Last month we saw a very well written piece in MarketWatch on the trend toward less and less liquidity in the corporate bond market. The article, by Ben Eisen, was called “Mile wide, inch deep, Bond market liquidity dries up”. We take a look.
The story of deteriorating liquidity in the U.S. corporate bond markets is not a new one. While issuance has skyrocketed with low rates, trading volume has fallen along with dealer inventories.
The culprits have been the found: lower bank risk appetites that emerged post-financial crisis and the impact of the Volcker Rule in reducing proprietary position taking. The traditional structure of corporate trading businesses – client facilitation books as well as back books focused on longer term prop trading – simply doesn’t work in the current environment. But we think the story is a bit more nuanced than that.
The article made passing reference to the Trade Reporting and Compliance Engine a/k/a TRACE. It is the poster child for successful market transparency efforts. But, as the piece noted, dealers are hesitant to trade outside of the prices seen in TRACE. In an over the counter market like corporate bonds, transparency is not the dealer’s friend. It reduces the spreads in the market. A sidebar in the article said, “A study by Harvard and MIT professors published in September found that trading volume dropped off dramatically immediately after Trace transparency data was released, with the biggest drops occurring among the comparably less liquid high yield bonds…” We wonder if the reduced profitability isn’t the main driver for the shriveled market liquidity? Banks play a risk and reward game…and falling rewards result in risk being allocated elsewhere.
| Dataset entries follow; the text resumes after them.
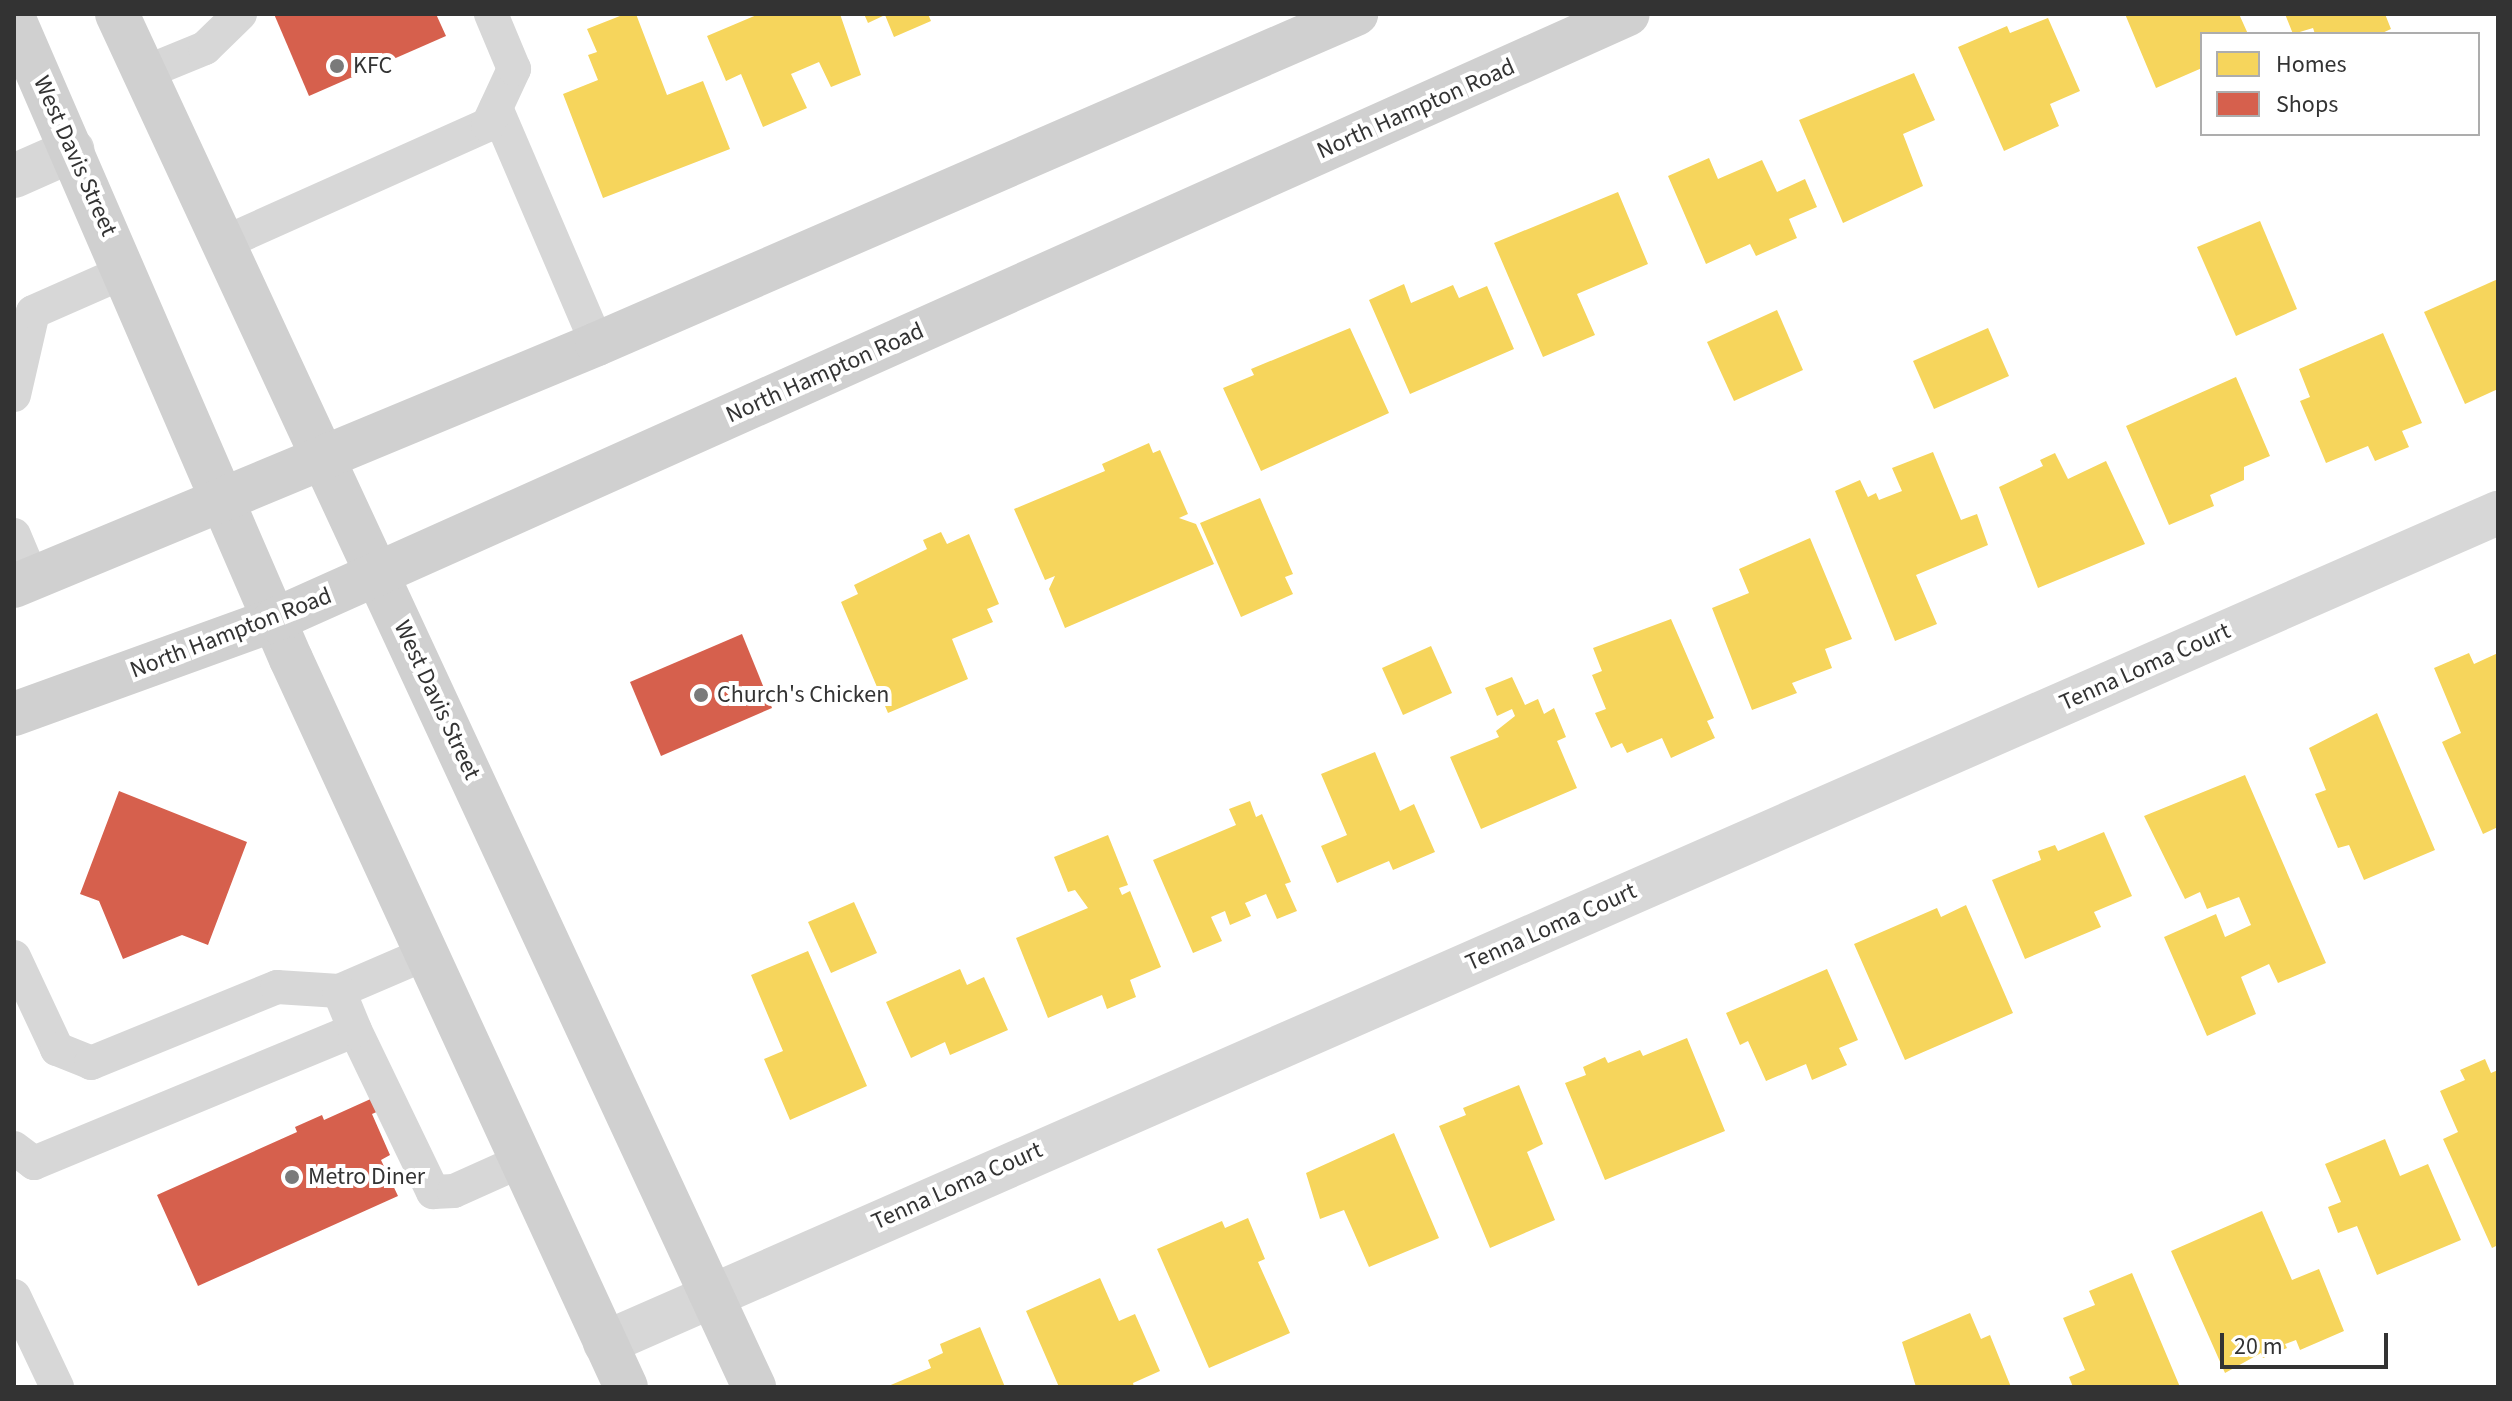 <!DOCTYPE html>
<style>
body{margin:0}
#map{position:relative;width:2512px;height:1401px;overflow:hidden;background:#fff;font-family:"Source Sans 3",sans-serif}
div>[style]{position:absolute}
.homes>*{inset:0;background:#f6d55c}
.shops>*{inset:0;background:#d6604d}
.lane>*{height:34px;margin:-17px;padding:0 17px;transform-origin:17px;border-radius:17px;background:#d7d7d7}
.street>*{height:44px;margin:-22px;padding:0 22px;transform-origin:22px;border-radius:22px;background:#d7d7d7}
.secondary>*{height:44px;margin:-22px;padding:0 22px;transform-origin:22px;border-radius:22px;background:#d0d0d0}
.dots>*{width:22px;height:22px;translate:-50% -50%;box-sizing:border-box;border:4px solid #fff;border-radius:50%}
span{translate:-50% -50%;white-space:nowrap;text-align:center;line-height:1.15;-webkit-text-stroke:8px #fff;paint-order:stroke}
.poi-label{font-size:24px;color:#333}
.left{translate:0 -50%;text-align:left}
.street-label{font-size:24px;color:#333}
.frame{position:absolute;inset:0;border:16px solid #333;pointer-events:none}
.legend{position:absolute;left:2200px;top:32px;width:280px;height:104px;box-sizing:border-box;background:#fff;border:2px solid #adadad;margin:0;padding:10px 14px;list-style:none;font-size:24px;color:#333}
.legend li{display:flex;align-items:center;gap:16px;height:40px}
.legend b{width:40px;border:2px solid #adadad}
.scale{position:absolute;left:2220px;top:1333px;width:168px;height:36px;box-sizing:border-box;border:4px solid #333;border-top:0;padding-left:10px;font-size:24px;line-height:28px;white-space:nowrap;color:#333;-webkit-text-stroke:6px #fff;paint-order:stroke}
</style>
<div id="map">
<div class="homes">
<i style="clip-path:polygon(625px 14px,636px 14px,667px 95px,703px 81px,730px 149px,603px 198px,563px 94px,598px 80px,588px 55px,597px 52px,587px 29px)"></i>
<i style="clip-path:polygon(759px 14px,840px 14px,861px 75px,831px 87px,819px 62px,791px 74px,807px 108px,763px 127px,741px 74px,726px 81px,707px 36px)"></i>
<i style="clip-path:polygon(864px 14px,928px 14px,931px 21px,894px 37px,885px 15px,868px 23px)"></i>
<i style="clip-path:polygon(2125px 14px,2239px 14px,2248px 34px,2202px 34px,2202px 68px,2156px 88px)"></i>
<i style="clip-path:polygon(2285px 14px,2385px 14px,2391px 29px,2380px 34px,2315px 34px,2313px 28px,2293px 34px)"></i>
<i style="clip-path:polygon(2048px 18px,2080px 91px,2050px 104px,2059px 126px,2004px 151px,1958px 47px,2007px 26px,2010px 33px)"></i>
<i style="clip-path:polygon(1914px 73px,1935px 120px,1903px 134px,1923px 186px,1843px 223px,1799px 120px)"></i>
<i style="clip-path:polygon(1709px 158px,1718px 179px,1762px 160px,1777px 192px,1805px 179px,1817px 207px,1789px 219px,1797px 238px,1756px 256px,1750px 244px,1706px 264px,1668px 176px)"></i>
<i style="clip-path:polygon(1618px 192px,1648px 264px,1577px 294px,1595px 335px,1543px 357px,1494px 243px)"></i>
<i style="clip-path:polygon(2260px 221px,2297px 309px,2236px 336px,2197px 247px)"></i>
<i style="clip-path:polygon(2498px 279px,2498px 389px,2465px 404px,2424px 312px)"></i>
<i style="clip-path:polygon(1404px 284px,1411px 303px,1453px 285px,1459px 298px,1487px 286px,1514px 349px,1410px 394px,1369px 300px)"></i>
<i style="clip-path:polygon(1777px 310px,1803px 370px,1734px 401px,1707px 342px)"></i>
<i style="clip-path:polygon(1350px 328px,1389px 413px,1261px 471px,1223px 388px,1254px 375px,1251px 369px)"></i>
<i style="clip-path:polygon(1988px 328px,2009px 376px,1934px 409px,1913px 361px)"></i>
<i style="clip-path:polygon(2383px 333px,2422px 423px,2402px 431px,2409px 447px,2375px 461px,2368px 446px,2326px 463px,2300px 401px,2310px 397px,2299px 369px)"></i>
<i style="clip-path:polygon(2236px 377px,2270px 456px,2244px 467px,2244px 480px,2210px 495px,2214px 506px,2169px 525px,2126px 426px)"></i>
<i style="clip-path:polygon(1149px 443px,1153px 453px,1160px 450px,1188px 514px,1179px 518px,1196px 524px,1214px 564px,1065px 628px,1049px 589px,1055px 576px,1045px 580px,1014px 509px,1105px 471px,1102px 464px)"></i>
<i style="clip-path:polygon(1933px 452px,1961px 520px,1977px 514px,1988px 545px,1916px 575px,1937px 624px,1895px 641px,1835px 491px,1860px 480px,1868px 497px,1876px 493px,1879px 500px,1902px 491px,1892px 468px)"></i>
<i style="clip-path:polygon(2055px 453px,2068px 479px,2106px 461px,2145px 544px,2038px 588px,1999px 487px,2043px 466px,2040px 460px)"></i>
<i style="clip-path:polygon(1260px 498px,1293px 574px,1285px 577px,1293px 594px,1241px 617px,1200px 523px)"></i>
<i style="clip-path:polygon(941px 532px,947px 544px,969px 534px,999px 604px,987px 609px,993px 622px,952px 639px,968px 679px,888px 713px,841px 602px,858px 594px,854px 585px,927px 549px,923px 540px)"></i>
<i style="clip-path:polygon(1810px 538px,1852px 639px,1825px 649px,1832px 668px,1792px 683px,1797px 693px,1752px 710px,1712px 608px,1749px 593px,1739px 569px)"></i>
<i style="clip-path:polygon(1671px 619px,1714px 718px,1707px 721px,1715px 738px,1671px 758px,1662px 738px,1627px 753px,1622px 743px,1611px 748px,1595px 713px,1606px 709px,1592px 675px,1602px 671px,1593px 648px)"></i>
<i style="clip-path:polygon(1431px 646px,1452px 693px,1403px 715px,1382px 668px)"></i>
<i style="clip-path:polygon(2469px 653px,2474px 664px,2498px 653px,2498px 827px,2483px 834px,2442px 742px,2461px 733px,2434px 668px)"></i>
<i style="clip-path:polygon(1512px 677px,1525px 705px,1538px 699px,1544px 714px,1554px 708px,1566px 737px,1557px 741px,1577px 788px,1481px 829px,1450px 757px,1499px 737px,1496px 731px,1515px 716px,1512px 709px,1497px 716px,1485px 688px)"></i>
<i style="clip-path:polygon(2377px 713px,2435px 850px,2364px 880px,2349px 845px,2338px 848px,2315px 794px,2326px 790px,2309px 748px)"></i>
<i style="clip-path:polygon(1375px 752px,1400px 811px,1414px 804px,1435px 852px,1393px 870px,1389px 861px,1337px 883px,1321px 846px,1347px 835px,1321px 774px)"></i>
<i style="clip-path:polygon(2245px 775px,2326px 963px,2278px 983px,2269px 964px,2241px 977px,2256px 1014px,2207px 1036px,2164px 937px,2216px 914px,2225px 937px,2251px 925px,2239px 897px,2207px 909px,2200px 892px,2185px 899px,2144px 816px)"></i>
<i style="clip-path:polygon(1250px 801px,1256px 817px,1262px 814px,1291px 882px,1285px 884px,1297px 911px,1277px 919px,1266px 894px,1245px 903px,1251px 916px,1230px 925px,1225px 911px,1211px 917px,1222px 941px,1193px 953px,1153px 860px,1236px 825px,1229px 809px)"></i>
<i style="clip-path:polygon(2104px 832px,2132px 896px,2094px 912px,2101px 927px,2025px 959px,1992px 880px,2041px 860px,2038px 851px,2055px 845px,2058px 851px)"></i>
<i style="clip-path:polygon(1108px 835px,1128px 885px,1119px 888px,1122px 895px,1130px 891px,1161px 967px,1130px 980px,1136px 997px,1107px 1009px,1102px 995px,1048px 1018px,1016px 938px,1088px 908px,1075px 890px,1068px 892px,1054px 857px)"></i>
<i style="clip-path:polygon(854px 902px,877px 953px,831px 973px,808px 922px)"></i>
<i style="clip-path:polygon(1966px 905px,2013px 1013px,1905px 1060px,1854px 944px,1937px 908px,1941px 917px)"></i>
<i style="clip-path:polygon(808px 951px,867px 1086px,790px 1120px,764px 1059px,783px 1051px,751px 975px)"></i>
<i style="clip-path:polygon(960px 969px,967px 985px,984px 977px,1008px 1030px,950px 1055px,945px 1042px,911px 1058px,886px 1002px)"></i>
<i style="clip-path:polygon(1827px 969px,1858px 1040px,1839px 1048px,1847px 1065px,1812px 1080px,1806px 1064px,1766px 1081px,1748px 1041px,1740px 1045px,1726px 1013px)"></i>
<i style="clip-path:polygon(1687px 1038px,1725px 1131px,1605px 1180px,1565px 1083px,1586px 1075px,1583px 1067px,1605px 1057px,1608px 1063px,1640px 1050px,1643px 1056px)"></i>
<i style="clip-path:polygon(2485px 1059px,2491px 1073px,2498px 1070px,2498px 1245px,2492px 1248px,2443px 1139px,2458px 1132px,2440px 1091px,2465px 1080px,2460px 1070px)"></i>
<i style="clip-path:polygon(1519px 1085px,1543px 1144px,1527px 1152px,1555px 1220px,1490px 1248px,1439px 1126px,1466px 1115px,1463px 1108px)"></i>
<i style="clip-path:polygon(1394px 1133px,1439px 1238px,1369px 1267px,1344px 1210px,1320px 1219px,1306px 1173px)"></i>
<i style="clip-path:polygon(2385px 1139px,2400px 1176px,2428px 1164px,2461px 1240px,2377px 1275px,2357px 1226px,2338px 1233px,2328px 1207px,2341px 1202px,2325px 1164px)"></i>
<i style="clip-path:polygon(2262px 1211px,2292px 1280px,2319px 1269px,2344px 1331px,2300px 1350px,2296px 1340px,2285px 1344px,2287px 1348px,2263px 1358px,2261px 1353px,2225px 1373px,2171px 1251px)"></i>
<i style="clip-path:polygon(1248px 1218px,1265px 1259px,1258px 1262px,1290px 1333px,1209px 1368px,1157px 1249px,1222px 1221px,1225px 1228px)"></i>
<i style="clip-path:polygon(2132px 1273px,2180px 1387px,2073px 1387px,2069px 1377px,2085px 1370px,2063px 1318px,2095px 1305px,2089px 1291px)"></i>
<i style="clip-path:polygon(1100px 1278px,1119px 1321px,1135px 1314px,1160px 1371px,1133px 1383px,1134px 1387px,1059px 1387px,1026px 1311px)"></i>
<i style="clip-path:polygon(1970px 1313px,1981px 1339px,1990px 1335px,2011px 1387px,1916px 1387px,1902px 1342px)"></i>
<i style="clip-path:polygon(980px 1327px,1005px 1387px,886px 1387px,931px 1368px,928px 1360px,943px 1353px,940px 1344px)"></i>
</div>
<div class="shops">
<i style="clip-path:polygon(274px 14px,436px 14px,446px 36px,309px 96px)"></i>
<i style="clip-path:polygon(742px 634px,772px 708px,661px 756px,630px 682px)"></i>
<i style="clip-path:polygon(119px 791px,247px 842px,208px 945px,182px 935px,123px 959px,99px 901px,80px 894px)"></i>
<i style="clip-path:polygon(375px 1097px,381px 1110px,372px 1114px,390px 1155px,381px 1160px,398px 1196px,198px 1286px,157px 1195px,297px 1132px,295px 1127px,322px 1115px,324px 1120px)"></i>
</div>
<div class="lane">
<i style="left:144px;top:73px;width:66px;rotate:-22.3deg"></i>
<i style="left:205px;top:48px;width:49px;rotate:-44.2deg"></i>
<i style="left:496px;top:108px;width:257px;rotate:66.8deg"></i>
<i style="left:226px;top:242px;width:287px;rotate:-24.1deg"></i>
<i style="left:488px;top:125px;width:62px;rotate:-65.1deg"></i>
<i style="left:514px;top:69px;width:60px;rotate:-112.7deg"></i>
<i style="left:14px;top:395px;width:85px;rotate:-77.1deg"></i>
<i style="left:33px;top:312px;width:102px;rotate:-23.8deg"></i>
<i style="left:14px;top:535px;width:47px;rotate:67.3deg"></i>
<i style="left:14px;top:957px;width:102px;rotate:64.9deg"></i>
<i style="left:57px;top:1049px;width:37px;rotate:22deg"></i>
<i style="left:91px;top:1063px;width:201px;rotate:-22.2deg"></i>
<i style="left:277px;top:987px;width:62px;rotate:3.7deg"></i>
<i style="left:339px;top:991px;width:94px;rotate:-23.3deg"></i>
<i style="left:355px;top:1030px;width:180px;rotate:64.3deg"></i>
<i style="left:433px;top:1192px;width:21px;rotate:-3deg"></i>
<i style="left:454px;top:1191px;width:73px;rotate:-24.1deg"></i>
<i style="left:14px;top:1148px;width:25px;rotate:37deg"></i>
<i style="left:34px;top:1163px;width:347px;rotate:-22.5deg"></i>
<i style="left:355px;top:1030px;width:42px;rotate:-112.3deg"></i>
<i style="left:14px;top:1296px;width:101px;rotate:64.7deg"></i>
</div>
<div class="street">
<i style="left:14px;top:176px;width:64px;rotate:-23.8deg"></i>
<i style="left:605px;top:1343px;width:2067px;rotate:-23.68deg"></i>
</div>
<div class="secondary">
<i style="left:117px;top:14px;width:1514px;rotate:65.11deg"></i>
<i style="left:14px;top:19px;width:697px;rotate:66.6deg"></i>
<i style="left:291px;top:659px;width:801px;rotate:65.29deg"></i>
<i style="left:14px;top:586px;width:631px;rotate:-22.54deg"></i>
<i style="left:597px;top:344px;width:828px;rotate:-23.5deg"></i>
<i style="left:14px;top:714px;width:276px;rotate:-19.9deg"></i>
<i style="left:274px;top:620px;width:1483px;rotate:-24.11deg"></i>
</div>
<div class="dots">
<i style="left:337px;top:66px;background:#7a7a7a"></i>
<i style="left:701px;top:695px;background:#7a7a7a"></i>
<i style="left:292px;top:1177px;background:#7a7a7a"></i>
</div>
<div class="poi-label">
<span class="left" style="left:353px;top:66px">KFC</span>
<span class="left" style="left:717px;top:695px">Church's Chicken</span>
<span class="left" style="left:308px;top:1177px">Metro Diner</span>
</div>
<div class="street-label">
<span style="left:1416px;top:109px;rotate:-24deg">North Hampton Road</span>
<span style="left:75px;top:156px;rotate:66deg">West Davis Street</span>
<span style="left:825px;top:373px;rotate:-24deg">North Hampton Road</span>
<span style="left:231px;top:633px;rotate:-21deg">North Hampton Road</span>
<span style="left:2145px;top:667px;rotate:-24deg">Tenna Loma Court</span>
<span style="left:437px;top:700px;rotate:65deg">West Davis Street</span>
<span style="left:1551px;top:927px;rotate:-24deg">Tenna Loma Court</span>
<span style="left:957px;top:1186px;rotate:-24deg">Tenna Loma Court</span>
</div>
<div class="frame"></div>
<ul class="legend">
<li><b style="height:22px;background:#f6d55c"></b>Homes</li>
<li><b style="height:22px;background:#d6604d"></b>Shops</li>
</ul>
<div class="scale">20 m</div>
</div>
An interesting point made in the article was the increased premium put on illiquidity. Corporate bonds trade less and less as they season. Along with the reduced liquidity comes a risk premium that is necessary to keep investors owning paper that is more difficult to transact in.
“…A November Goldman Sachs report estimates that the premium that a bond pays over Treasurys is roughly 10% larger when a bond is illiquid, a large increase over pre-crisis levels. Shown the other way, liquid bonds on average yielded about 0.1 percentage points less between 2011 and mid-2013, according to BlackRock. That may not seem like much, but in a low-rate environment, every basis point counts over the life of a bond…”
We wonder how the repo market has been taking this into consideration? Less liquidity should mean higher haircuts. While IG and HY corporates were only 4.1% of the tri-party repo market (FRBNY, Nov, 2013) that still represented $66 billion of collateral value. Median haircuts for IG and HY corporates were 5% and 8% respectively. To put this in context, the US Treasuries median haircut was 2% and the median h/c for equities was 8%. The Fed started to publish data on the tri-party repo market in May, 2010 and median haircuts on corporate paper (IG and HY) back then were the same, 5% and 8%, respectively (and have been remarkably consistent throughout). In the period between May, 2010 and Nov. 2013, dealer inventories have continued to fall while IG and HY corporate bond funds kept growing. Tri-party repo in corporates has also gone down by almost half during the period. Something seems inconsistent here. Is all that paper going to non-leveraged investors?
The scenario some people focus on is that when investors start to sell – as they did when rates spiked in 2013 on taper fears – cash and repo liquidity simply may not be available. We don’t necessarily fully buy that one either. Banks will dedicate capital to where they can make money and a market in disarray is prime hunting ground. TRACE data won’t be very meaningful if prices are bouncing all over the place. If dealers have shifted toward a non-risk agency-like model, it means that forced sellers will have to execute at whatever bids can be found out there. Can you say “fire sale”?